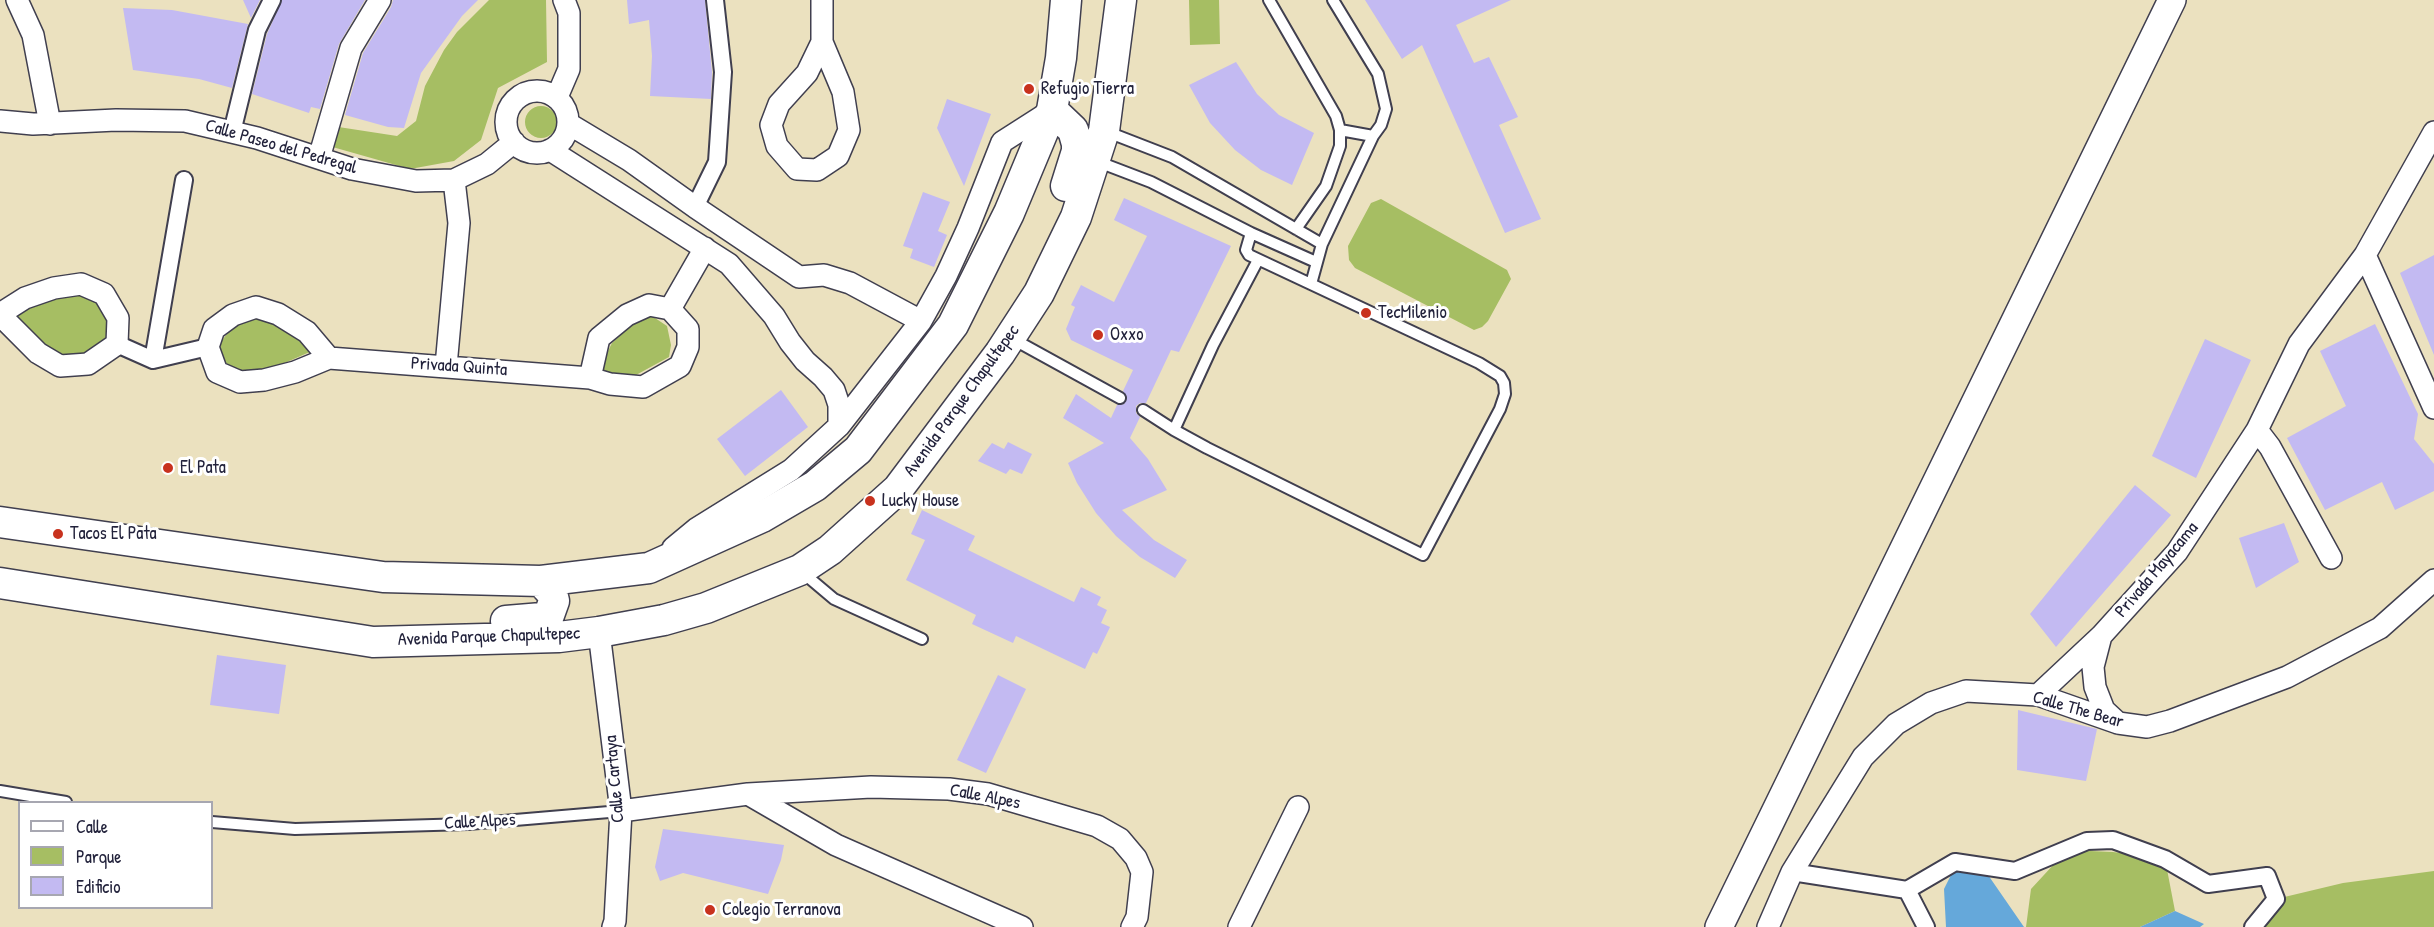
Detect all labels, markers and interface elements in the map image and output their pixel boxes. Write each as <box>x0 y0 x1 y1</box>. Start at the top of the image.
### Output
place label: Refugio Tierra <box>1041 78 1134 100</box>
marker: Refugio Tierra <box>1022 82 1036 96</box>
street label: Calle Paseo del Pedregal <box>203 115 359 179</box>
place label: TecMilenio <box>1378 302 1447 324</box>
marker: TecMilenio <box>1359 306 1373 320</box>
street label: Avenida Parque Chapultepec <box>900 321 1024 481</box>
place label: Oxxo <box>1110 324 1143 346</box>
marker: Oxxo <box>1091 328 1105 342</box>
street label: Privada Quinta <box>410 353 508 381</box>
place label: El Pata <box>180 457 226 479</box>
marker: El Pata <box>161 461 175 475</box>
place label: Lucky House <box>882 490 959 512</box>
marker: Lucky House <box>863 494 877 508</box>
street label: Privada Mayacama <box>2111 518 2203 622</box>
place label: Tacos El Pata <box>70 523 157 545</box>
marker: Tacos El Pata <box>51 527 65 541</box>
street label: Avenida Parque Chapultepec <box>397 623 581 651</box>
street label: Calle The Bear <box>2030 687 2126 733</box>
street label: Calle Cartaya <box>600 734 630 824</box>
street label: Calle Alpes <box>948 780 1022 814</box>
legend <box>18 801 213 909</box>
street label: Calle Alpes <box>444 809 516 835</box>
text: Calle <box>76 814 108 839</box>
text: Parque <box>76 844 121 869</box>
text: Edificio <box>76 874 120 899</box>
place label: Colegio Terranova <box>722 899 841 921</box>
marker: Colegio Terranova <box>703 903 717 917</box>

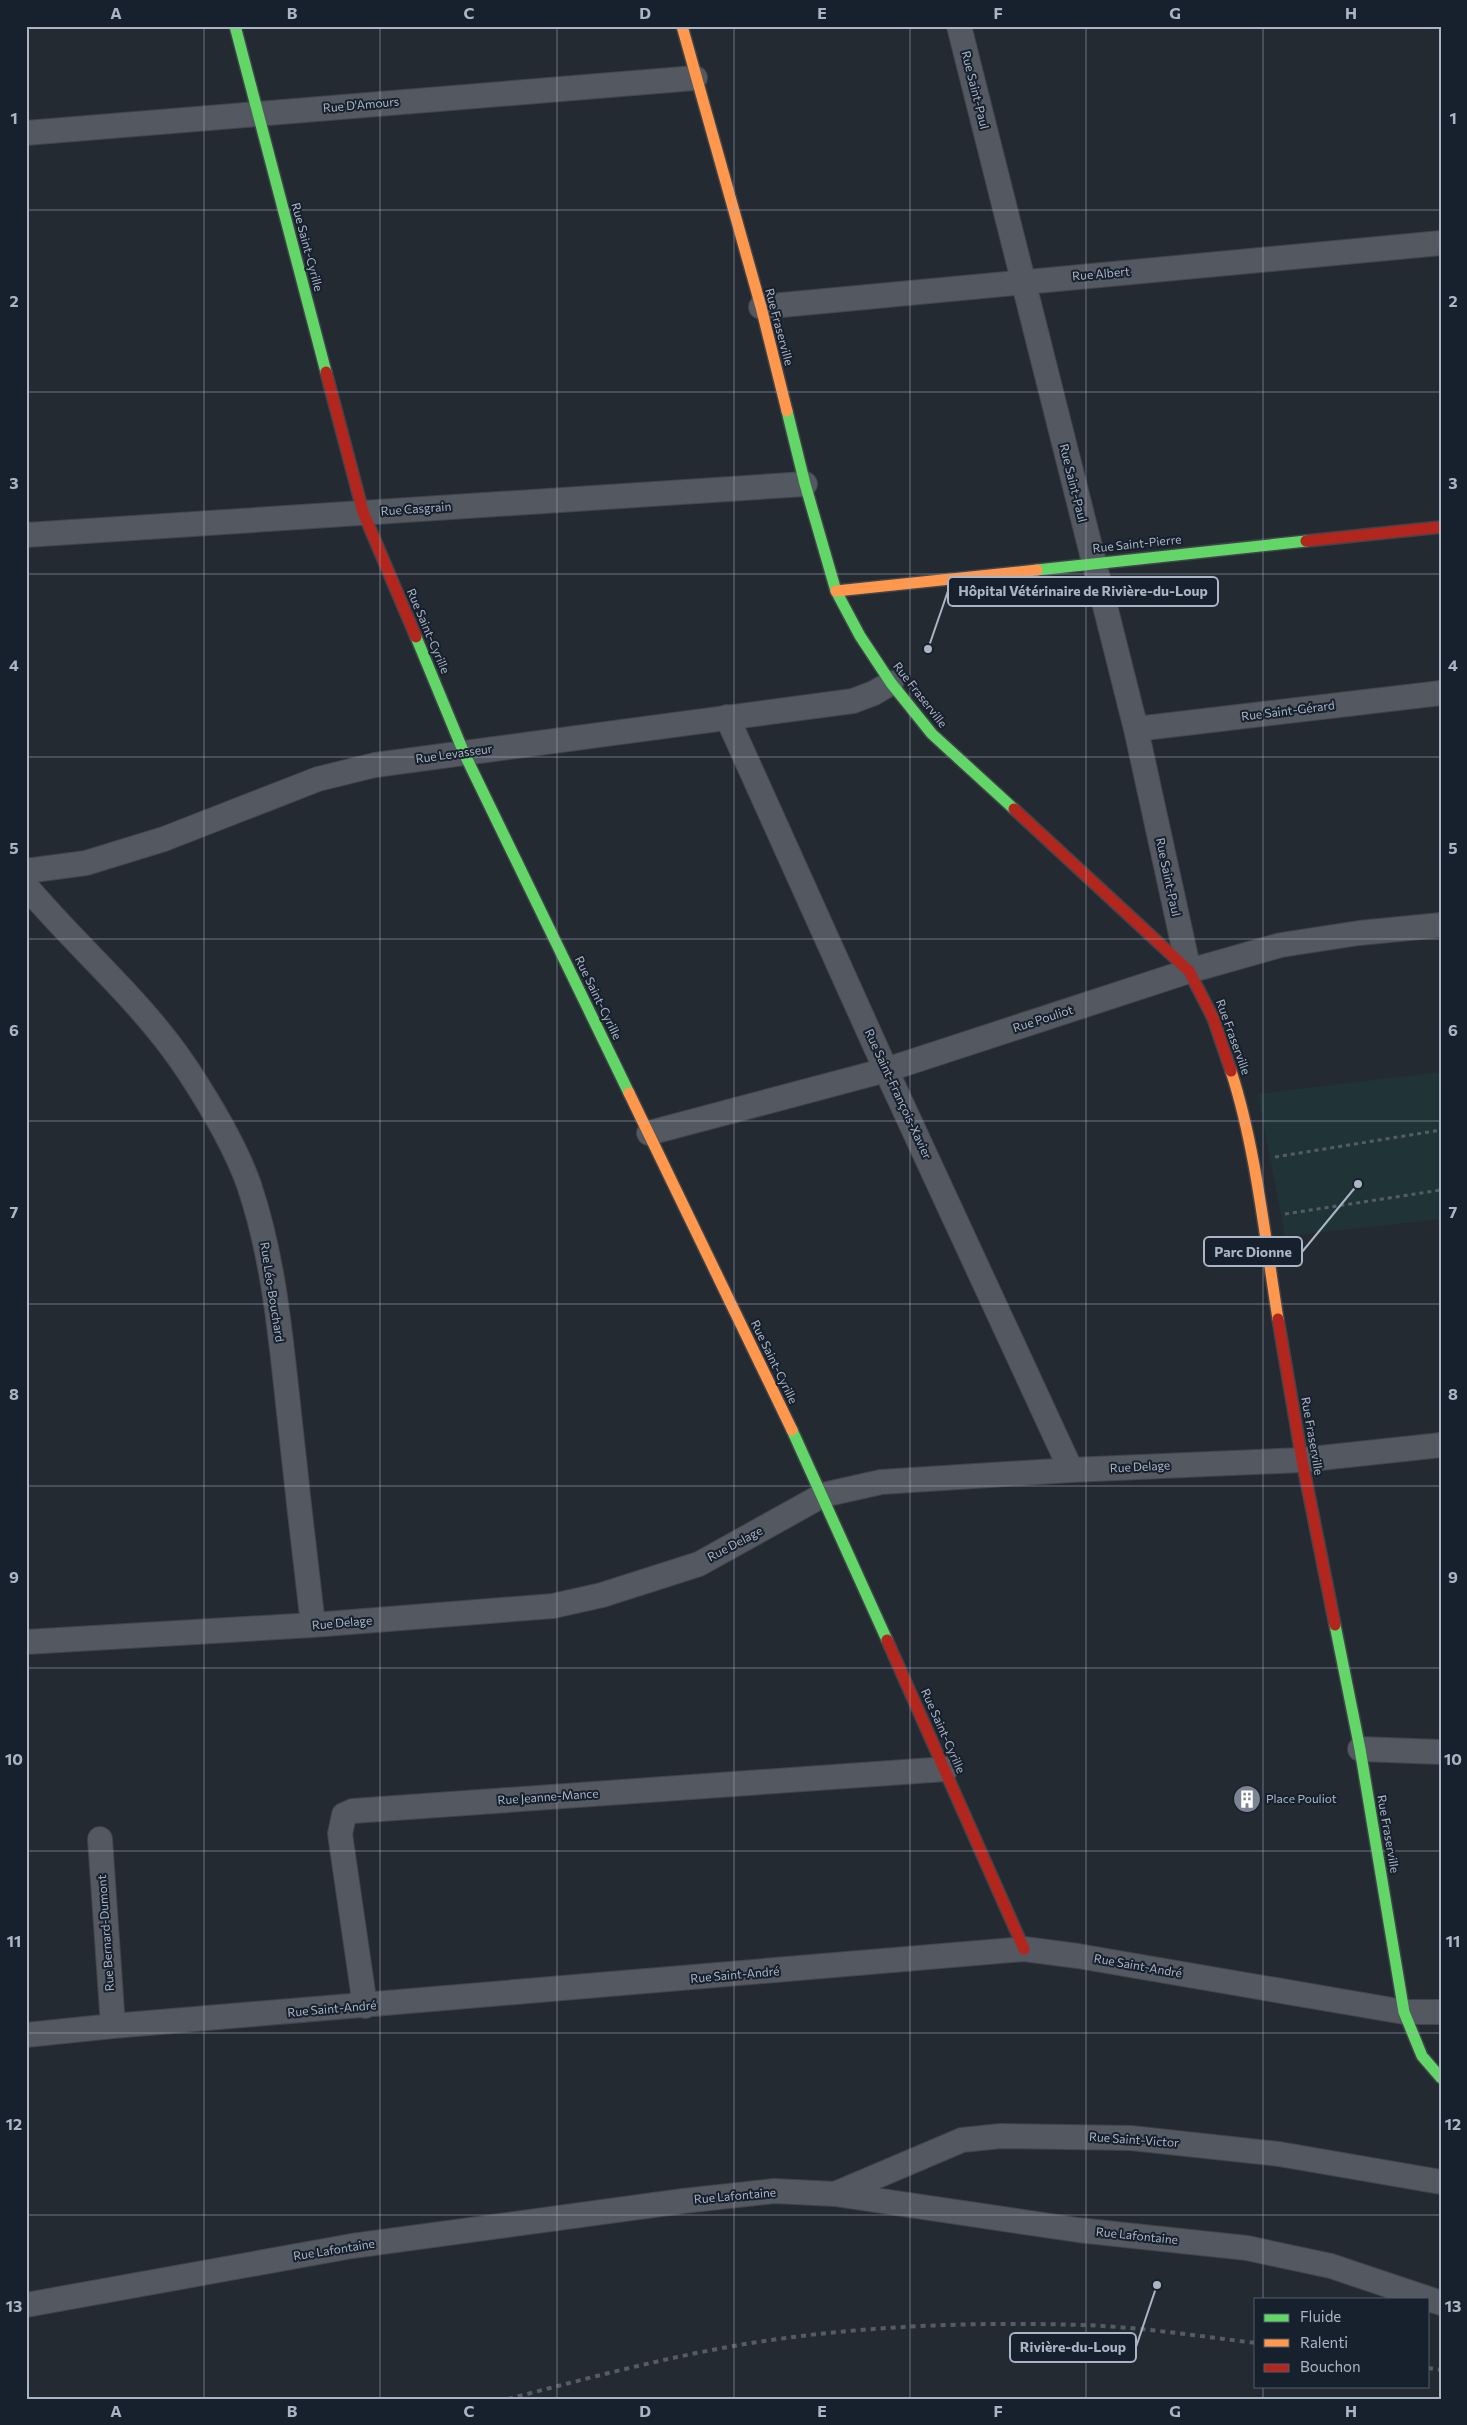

★ ★ ★

**The task**
Once the images are set aside, retype all of the material above exactly.

**Solved problem**
Detect all labels, markers and interface elements in the map image and output their pixel boxes. Write each as <box>x0 y0 x1 y1</box>. Start at the top of the image.
### Output
place label: Refugio Tierra <box>1041 78 1134 100</box>
marker: Refugio Tierra <box>1022 82 1036 96</box>
street label: Calle Paseo del Pedregal <box>203 115 359 179</box>
place label: TecMilenio <box>1378 302 1447 324</box>
marker: TecMilenio <box>1359 306 1373 320</box>
street label: Avenida Parque Chapultepec <box>900 321 1024 481</box>
place label: Oxxo <box>1110 324 1143 346</box>
marker: Oxxo <box>1091 328 1105 342</box>
street label: Privada Quinta <box>410 353 508 381</box>
place label: El Pata <box>180 457 226 479</box>
marker: El Pata <box>161 461 175 475</box>
place label: Lucky House <box>882 490 959 512</box>
marker: Lucky House <box>863 494 877 508</box>
street label: Privada Mayacama <box>2111 518 2203 622</box>
place label: Tacos El Pata <box>70 523 157 545</box>
marker: Tacos El Pata <box>51 527 65 541</box>
street label: Avenida Parque Chapultepec <box>397 623 581 651</box>
street label: Calle The Bear <box>2030 687 2126 733</box>
street label: Calle Cartaya <box>600 734 630 824</box>
street label: Calle Alpes <box>948 780 1022 814</box>
legend <box>18 801 213 909</box>
street label: Calle Alpes <box>444 809 516 835</box>
text: Calle <box>76 814 108 839</box>
text: Parque <box>76 844 121 869</box>
text: Edificio <box>76 874 120 899</box>
place label: Colegio Terranova <box>722 899 841 921</box>
marker: Colegio Terranova <box>703 903 717 917</box>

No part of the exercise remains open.